Announcement

Collapse
No announcement yet.
X
  • Filter
  • Time
  • Show
Clear All
new posts

  • Creating a variable with a known correlation with existing variables

    Greetings,

    My colleagues and I are trying to solve a simulation problem in which we are trying generate a new variable with a known correlation to given variables.

    Imagine we have two variables, x1 and x2, which have a given correlation. I want to generate a normally distributed variable y which will have a specified correlation with each of x1 and x2. For example, let’s say that x1 and x2 are correlated .25 and I want y to be correlated with x1 at .2 and x2 at .5. x1 and x2 could have a number of different distributions in different scenarios.

    Our simulation requires that we keep x1 and x2 and generate a new variable y.
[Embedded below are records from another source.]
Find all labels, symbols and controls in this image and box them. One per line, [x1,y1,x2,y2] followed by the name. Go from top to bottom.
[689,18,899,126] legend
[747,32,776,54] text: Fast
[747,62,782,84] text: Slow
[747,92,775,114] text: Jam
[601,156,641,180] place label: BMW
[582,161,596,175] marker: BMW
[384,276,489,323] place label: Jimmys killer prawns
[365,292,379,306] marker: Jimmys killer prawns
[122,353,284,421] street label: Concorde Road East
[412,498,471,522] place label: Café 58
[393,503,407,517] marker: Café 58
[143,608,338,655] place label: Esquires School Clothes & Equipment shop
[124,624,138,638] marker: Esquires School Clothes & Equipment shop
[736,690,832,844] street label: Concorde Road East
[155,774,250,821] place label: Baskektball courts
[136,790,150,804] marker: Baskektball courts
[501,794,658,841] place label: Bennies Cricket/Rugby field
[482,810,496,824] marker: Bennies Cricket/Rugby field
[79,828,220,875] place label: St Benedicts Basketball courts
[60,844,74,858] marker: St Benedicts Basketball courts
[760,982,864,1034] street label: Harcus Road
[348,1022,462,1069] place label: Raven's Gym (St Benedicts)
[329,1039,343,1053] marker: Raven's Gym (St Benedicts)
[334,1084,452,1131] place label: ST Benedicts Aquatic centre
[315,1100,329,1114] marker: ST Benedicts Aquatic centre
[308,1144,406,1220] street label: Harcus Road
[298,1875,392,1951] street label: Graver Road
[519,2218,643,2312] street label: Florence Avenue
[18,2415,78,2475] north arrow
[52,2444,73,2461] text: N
Note that corr2data, as I understand it, can only generate new variables which follow a normal distribution. That is, corr2data cannot take an existing variable and generate new variables correlated with that variable.

    We can generate a y with a chosen correlation with either x1 or x2. But we haven’t figured out how to generate a y that has specified correlations with both x1 and x2.

    Any help or guidance is much appreciated.

  • #2
    So it's a little complicated, but doable. First, it is simpler to work with standardized variables. So calculate z1 and z2 as standardized (mean 0, variance 1) versions of x1 and x2. Calculate the correlation between z1 and z2: call it r12. Let me denote the correlations you are targeting with x1 and x2 respectively as r1 and r2, respectively. Then the variable y you seek can be gotten as follows:

    Code:
    Solve this system of linear equations for a1 and a2.  (Either by hand and use the results directly if this is a one-time task, or set up some matrix algebra to do this if you will need to do this repeatedly.)
    a1 + r12*a2= r1
    r12*a1 + a2 = r2
    and store the results a1 and a2 as scalars
    
    scalar a3 = sqrt(1-a1^2-a2^2)
    
    gen e = rnormal(0, 1)
    
    gen y = scalar(a1)*z1 + scalar(a2)*z2 + scalar(a3)*e
    Then y will be a standard normal variable having the desired correlations with z1 and z2 (and hence also with x1 and x2). If you need to re-center or re-scale y, that is, of course, an easy task at the end.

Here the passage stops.